Both flags are declared in the manifest's capabilities object and evaluated on the frontend to gate UI elements. Existing plugins are unaffected — the defaults preserve current behavior.
Error Modal
Native browser dialog() calls have been replaced with a proper in-app error modal. When an async operation fails — a query that errors out, a save that can't complete — the error is now displayed in a themed, keyboard-accessible modal instead of an OS-native popup that ignores your dark theme and can't be styled.
This affects error handling in both the DataGrid and the SQL Editor.
SQL Editor Fixes
A few annoyances that accumulated over the last couple of releases:
- Cursor position preserved — switching between tabs no longer resets your cursor to the top of the file. The editor remembers where you were.
- Autocomplete behavior — the suggestion popup no longer steals focus from the editor or fires in contexts where it shouldn't.
- Paste per instance — the paste action is now registered per editor instance, fixing a bug where pasting in one tab could affect another.

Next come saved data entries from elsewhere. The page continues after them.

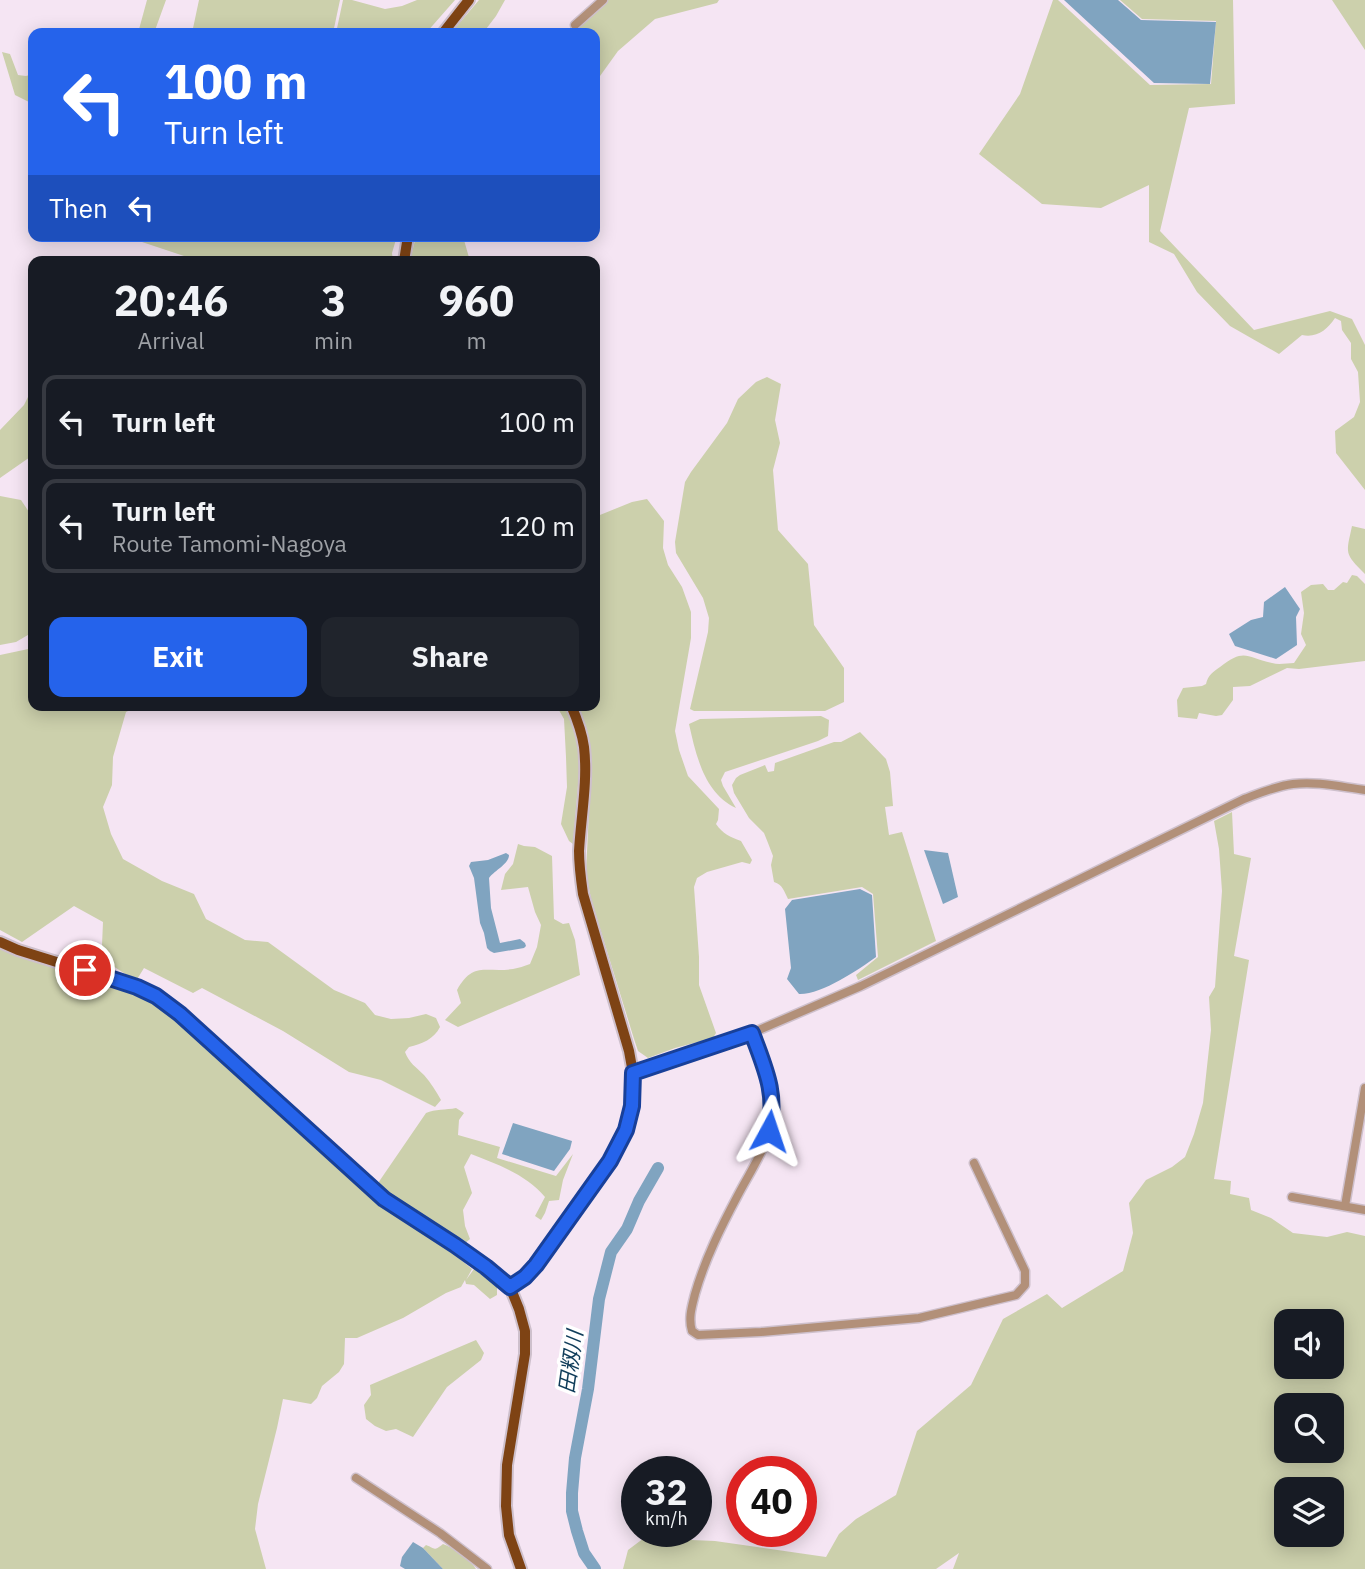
<!DOCTYPE html>
<meta charset="utf-8">
<style>
:root{--surface:#171b24;--page:#20242c;--text:#f1f3f6;--muted:#9ea1a6;--line:#363941;--accent:#2563eb}
body{margin:0;font-family:"IBM Plex Sans","Noto Sans JP",sans-serif;background:var(--page);color:var(--text);height:100vh;display:flex;flex-direction:column;font-size:26px;white-space:nowrap}
*{box-sizing:border-box;margin:0}
p{font-size:23px;color:var(--muted)}
.icon{flex:none;width:38px;height:38px;fill:none;stroke:currentColor;stroke-width:2;stroke-linecap:round;stroke-linejoin:round}
.map{position:relative;flex:1;overflow:hidden}
.details{position:absolute;left:28px;top:256px;width:572px;height:455px;display:flex;flex-direction:column;background:var(--surface);border-radius:14px;box-shadow:0 4px 18px #0003}
.details>*{flex:none}
.banner{position:absolute;left:28px;top:28px;width:572px;height:214px;border-radius:14px;box-shadow:0 4px 18px #0003;background:#2563eb;color:#fff;overflow:hidden}
.controls{position:absolute;left:1274px;top:1309px;display:grid;gap:14px}
.controls a{display:grid;place-items:center;width:70px;height:70px;border-radius:14px;background:var(--surface);box-shadow:0 4px 18px #0003;font-size:35px}
.speed{position:absolute;left:621px;top:1456px;display:flex;gap:14px;font-size:35px;font-weight:700;text-align:center}
.speed>*{display:grid;place-content:center;width:91px;height:91px;border-radius:50%;background:var(--surface);box-shadow:0 4px 18px #0003;line-height:1}
.speed small{font-size:18px;font-weight:400}
.speed .limit{border:10px solid #d22;background:#fff;color:#111}
.pin{position:absolute;display:grid;place-items:center;width:60px;height:60px;color:#fff;margin:-30px;border:4px solid #fff;border-radius:50%;box-shadow:0 2px 7px #0007}
.me{position:absolute;width:77px;margin:-38px;rotate:5deg;stroke-linejoin:round;filter:drop-shadow(0 0 5px #0008)}
.turn{display:flex;align-items:center;gap:24px;height:147px;padding:0 21px;font-size:32px}
.turn .icon{width:91px;height:91px;stroke-width:2.5}
.turn b{display:block;font-size:49px;line-height:60px}
.then{display:flex;align-items:center;height:66px;padding:0 21px;background:#0003;gap:14px;font-size:26px}
.eta{display:flex;justify-content:space-evenly;align-items:center;height:119px;text-align:center}
.eta b{font-size:42px;font-weight:700;line-height:49px}
.button{display:flex;gap:14px;margin-top:auto;padding:14px 21px}
.button a{flex:1;height:80px;border-radius:14px;background:var(--accent);color:#fff;font-size:28px;font-weight:700;line-height:80px;text-align:center}
.button a+a{background:var(--page);color:var(--text)}
ul{padding:0;list-style:none}
li{display:flex;align-items:center;gap:21px;height:94px;margin:0 14px 10px;padding:0 7px;border:4px solid var(--line);border-radius:14px}
li div{flex:1}
li b{display:block;font-size:26px}
li em{font-style:normal}
.map>svg:first-child{display:block}
.green{fill:#ccd0ac;fill-rule:evenodd}
.water{fill:#80a4c0}
.lines{fill:none;stroke-linecap:round;stroke-linejoin:round}
.river{stroke:#80a4c0;stroke-width:12}
.minor-casing{stroke:#cec0cc;stroke-width:11}
.major-casing{stroke:#cec0cc;stroke-width:14}
.minor{stroke:#b29079;stroke-width:8}
.major{stroke:#7e4314;stroke-width:10}
.route-casing{stroke:#184099;stroke-width:18}
.route{stroke:#2563eb;stroke-width:12}
.labels{text-anchor:middle;stroke-width:7;stroke-linejoin:round;paint-order:stroke}
.water-label{font-size:21px;font-style:italic;fill:#103d5a;stroke:#fff}
</style>
<div class="map">
<svg width="1365" height="1569" viewBox="0 0 1365 1569">
<rect width="100%" height="100%" fill="#f5e5f3"/>
<g class="green">
<polygon points="147,0 166,0 154,33 138,33"/>
<polygon points="199,0 340,0 333,33 192,33"/>
<polygon points="343,0 352,0 385,9 402,6 417,0 455,0 426,33 336,33"/>
<polygon points="479,0 505,0 496,16 483,33 451,33"/>
<polygon points="606,0 719,0 717,3 655,19 618,51 595,83 595,33 571,33"/>
<path d="M1053 0H1058L1150 85 1211 84 1216 21 1142 19 1120 0H1233L1235 104 1189 108 1160 231 1254 330 1330 311 1352 319 1365 345V490L1336 453 1335 431 1354 417 1360 402 1358 372 1351 359V343L1342 330 1341 321 1335 318C1327 330 1317 338 1302 335L1279 354 1230 326 1197 292 1174 254 1149 242V185L1101 208 1042 204 979 154 1020 94Z"/>
<polygon points="1332,0 1365,0 1365,50"/>
<polygon points="2,52 10,54 18,75 26,76 33,74 33,104 15,95"/>
<polygon points="134,236 397,236 392,253 393,261 199,261 133,239"/>
<polygon points="416,236 465,236 464,240 470,261 410,261"/>
<polygon points="767,377 781,384 775,420 780,443 773,470 778,530 808,564 814,625 844,668 844,702 825,711 694,711 690,709 708,632 709,618 703,598 676,553 675,542 685,482 691,472 727,423 738,399 756,382"/>
<polygon points="33,387 33,455 0,478 0,430 24,405"/>
<polygon points="0,496 21,500 33,518 33,632 16,642 0,645"/>
<path d="M647 499 664 521 663 548 668 565 682 587 691 612V638L675 731 679 750 688 776 719 809 718 820 716 824C723 834 730 837 741 841L752 860 750 864 742 862 707 872 697 878 694 887 699 957V985L716 1033 713 1038 675 1048 648 1058 638 1051 634 1039 591 899 586 872 591 770 586 736 576 705H595V517L632 502Z"/>
<path d="M1352 526 1365 529V574C1344 553 1346 554 1352 526Z"/>
<path d="M1352 575 1357 576 1365 584V661L1299 669 1287 668 1250 686 1233 687V700L1222 715 1216 716 1199 713 1197 719 1178 717 1177 700 1183 688 1202 686 1206 684C1208 675 1213 672 1220 667 1245 648 1245 657 1272 663 1279 665 1287 663 1294 663L1306 645 1301 634 1304 613 1301 592 1311 585 1323 584 1328 590H1334L1343 582 1347 583Z"/>
<path d="M33 648V705H140L126 712 113 757 112 785 103 807 111 834 123 859 162 881 194 894 206 919 245 940 268 942 334 990 365 1003 375 1015 391 1019 409 1018 426 1014 436 1018 440 1027C434 1039 422 1044 409 1047L405 1052C409 1063 416 1067 424 1075 431 1083 436 1091 441 1100L435 1107 381 1080 349 1072 283 1031 202 988 193 993 144 968 136 981 113 966 102 945 103 922 74 906 22 942 0 930V655Z"/>
<polygon points="556,705 566,705 578,742 580,762 573,844 569,841 561,824 567,787 566,757 564,719"/>
<path d="M821 716 829 720 828 736 818 741 725 772 721 780 723 786 736 808C704 793 696 755 689 724L700 719Z"/>
<path d="M860 732 886 759 890 772 893 806 885 807 889 835 902 832 936 941 858 980 856 975 878 957 873 894 862 887 788 899C784 891 783 885 774 882L771 865 773 856 768 843 764 833 749 818 734 793 732 785 736 778 740 775 765 765 768 772 774 771 775 763 834 742H841Z"/>
<path d="M1232 812 1234 854 1251 858 1234 956 1249 960 1214 1179 1231 1181 1230 1194 1249 1198 1251 1210 1271 1218 1293 1233 1327 1237 1347 1232 1365 1236V1569H953L959 1553 936 1569H623L628 1550 644 1538 715 1541 826 1557 839 1534 856 1519 896 1495 917 1431 971 1385 1003 1319 1047 1294 1062 1308 1123 1271 1133 1233 1129 1203 1146 1180 1172 1167 1185 1157 1194 1134 1203 1103 1211 1030 1209 997 1215 987 1222 891 1219 849 1214 821ZM1286 1321H1332V1367H1286ZM1286 1405H1332V1451H1286ZM1286 1489H1332V1535H1286Z"/>
<path d="M518 844 524 846 535 847 552 856 554 919 563 924 569 923 575 940 580 975 458 1027 445 1020 461 1003 457 990C473 961 486 973 513 969 519 968 524 966 530 964L537 947 541 925 535 912 528 887 501 890 505 874 513 864Z"/>
<polygon points="0,947 111,983 149,999 176,1017 387,1210 450,1251 472,1269 466,1280 474,1269 478,1268 497,1287 497,1295 490,1299 474,1285 466,1284 465,1280 461,1287 446,1293 403,1318 357,1338 345,1338 344,1364 339,1372 322,1386 317,1398 311,1404 283,1399 277,1428 258,1504 255,1529 266,1569 0,1569"/>
<path d="M456 1108 464 1113 459 1120 458 1135 500 1147 497 1158 556 1176 573 1154 563 1180 559 1200 549 1201 545 1213 541 1220 535 1216 545 1197C527 1175 497 1164 471 1154L464 1167 472 1193 463 1210 465 1226 470 1239 463 1245 395 1201 376 1186 426 1113C435 1109 446 1110 456 1108Z"/>
<polygon points="476,1340 484,1353 481,1360 447,1387 413,1437 396,1429 386,1431 375,1426 366,1419 364,1405 371,1395 370,1385"/>
<path d="M443 1544C454 1548 470 1559 476 1569H443L423 1548 426 1545C435 1548 433 1552 443 1544Z"/>
</g>
<g class="water">
<polygon points="1064,0 1118,0 1141,20 1216,22 1210,84 1154,83"/>
<polygon points="1285,587 1300,609 1296,617 1297,645 1276,659 1235,646 1229,634 1251,620 1263,617 1264,602"/>
<polygon points="924,850 948,853 958,897 943,904"/>
<path d="M506 853 509 855C509 864 495 870 489 878L491 908 500 943 520 939 525 943 526 946 524 948 494 953 490 951 487 948 484 933 480 923 474 878 469 866 471 862 488 860Z"/>
<path d="M860 889 872 895 876 957C858 970 821 995 799 994L787 979 791 968 785 909 792 900Z"/>
<polygon points="513,1123 572,1141 570,1149 554,1171 502,1154"/>
<polygon points="413,1542 423,1548 443,1569 405,1569 400,1566 402,1557"/>
</g>
<g class="lines">
<polyline class="river" points="595,1569 584,1553 577,1531 572,1511 572,1493 575,1458 588,1389 599,1299 611,1252 627,1229 639,1201 658,1168"/>
<defs>
<g id="minor">
<polyline points="575,25 603,0"/>
<path d="M752 1033C762 1060 775 1087 772 1116 769 1145 751 1170 738 1195 721 1227 705 1259 695 1294 692 1306 688 1318 692 1331L698 1335 761 1332 919 1318 1016 1295 1025 1285V1271L974 1163"/>
<path d="M633 1073 752 1033 861 986 1244 799C1260 793 1276 786 1293 784 1317 781 1341 787 1365 790"/>
<polyline points="1292,1197 1365,1210"/>
<polyline points="1345,1206 1365,1088"/>
<polyline points="356,1478 440,1533 487,1569"/>
</g>
<g id="major">
<polyline points="443,33 469,0"/>
<polyline points="404,261 408,236"/>
<polyline points="0,942 18,950 137,987 156,996 180,1014 384,1199 455,1245 486,1267 510,1287 519,1309 525,1331 525,1354 507,1465 506,1506 509,1535 521,1569"/>
<path d="M510 1287 525 1277 536 1265 610 1161 626 1130 632 1106 633 1073 629 1051 583 894C581 880 579 866 579 851 581 816 588 781 584 747 582 732 577 719 571 705"/>
</g>
</defs>
<use href="#minor" class="minor-casing"/>
<use href="#major" class="major-casing"/>
<use href="#minor" class="minor"/>
<use href="#major" class="major"/>
</g>
<g class="lines">
<defs>
<path id="route" d="M85 970 137 987 156 996 180 1014 384 1199 455 1245 486 1267 510 1287 525 1277 536 1265 610 1161 626 1130 632 1106 633 1073 752 1033C765 1069 777 1092 769 1131"/>
</defs>
<use href="#route" class="route-casing"/>
<use href="#route" class="route"/>
</g>
<g class="labels">
<g class="water-label">
<text transform="translate(571 1362) rotate(-82)" y="7">田籾川</text>
</g>
</g>
</svg>
<div class="controls">
<a><svg class="icon" aria-label="sound" viewBox="0 0 24 24"><path d="M4 9h4l5-4v14l-5-4H4zM17 9q2 3 0 6"/></svg></a>
<a><svg class="icon" aria-label="search" viewBox="0 0 24 24"><circle cx="10" cy="10" r="6"/><path d="M15 15l6 6"/></svg></a>
<a><svg class="icon" aria-label="layers" viewBox="0 0 24 24"><path d="M12 4l9 5-9 5-9-5zM3 14l9 5 9-5"/></svg></a>
</div>
<div class="speed"><div>32<small>km/h</small></div><div class="limit">40</div></div>
<div class="pin" style="left:85px;top:970px;background:#d93025"><svg class="icon" aria-label="arrive" viewBox="0 0 24 24"><path d="M6 21V4h12l-3 4 3 4H6"/></svg></div>
<svg class="me" style="left:769px;top:1131px" viewBox="-20 -20 40 40"><path d="M0-17L14 15 0 8-14 15z" fill="#2563eb" stroke="#fff" stroke-width="4"/></svg>
<div class="banner">
<div class="turn"><svg class="icon" aria-label="left" viewBox="0 0 24 24"><path d="M17 20v-9H6M10 6l-5 5 5 5"/></svg><div><b>100 m</b>Turn left</div></div>
<div class="then">Then<svg class="icon" aria-label="left" viewBox="0 0 24 24"><path d="M17 20v-9H6M10 6l-5 5 5 5"/></svg></div>
</div>
<section class="details">
<div class="eta">
<div><b>20:46</b><p>Arrival</p></div>
<div><b>3</b><p>min</p></div>
<div><b>960</b><p>m</p></div>
</div>
<ul>
<li><svg class="icon" aria-label="left" viewBox="0 0 24 24"><path d="M17 20v-9H6M10 6l-5 5 5 5"/></svg><div><b>Turn left</b></div><em>100 m</em></li>
<li><svg class="icon" aria-label="left" viewBox="0 0 24 24"><path d="M17 20v-9H6M10 6l-5 5 5 5"/></svg><div><b>Turn left</b><p>Route Tamomi-Nagoya</p></div><em>120 m</em></li>
</ul>
<div class="button"><a>Exit</a><a>Share</a></div>
</section>
</div>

- Scrollbar styling — the custom scrollbar theme now applies consistently across all editor instances.
- Tab closing — simplified the tab close logic and removed the auto-create behavior that would spawn a new empty tab when you closed the last one.
Smaller Changes
tailwind-mergeremoved — the dependency was unused and added weight to the bundle.- TypeScript strictness — explicit type guards and casts replace several
as unknown as Xpatterns across the codebase. - Test coverage — new tests for
SlotAnchor,PluginSlotProvider,SettingControls,pluginModuleLoader, and settings utilities.
v0.9.13 is available now. Update via the in-app updater, or download from the releases page.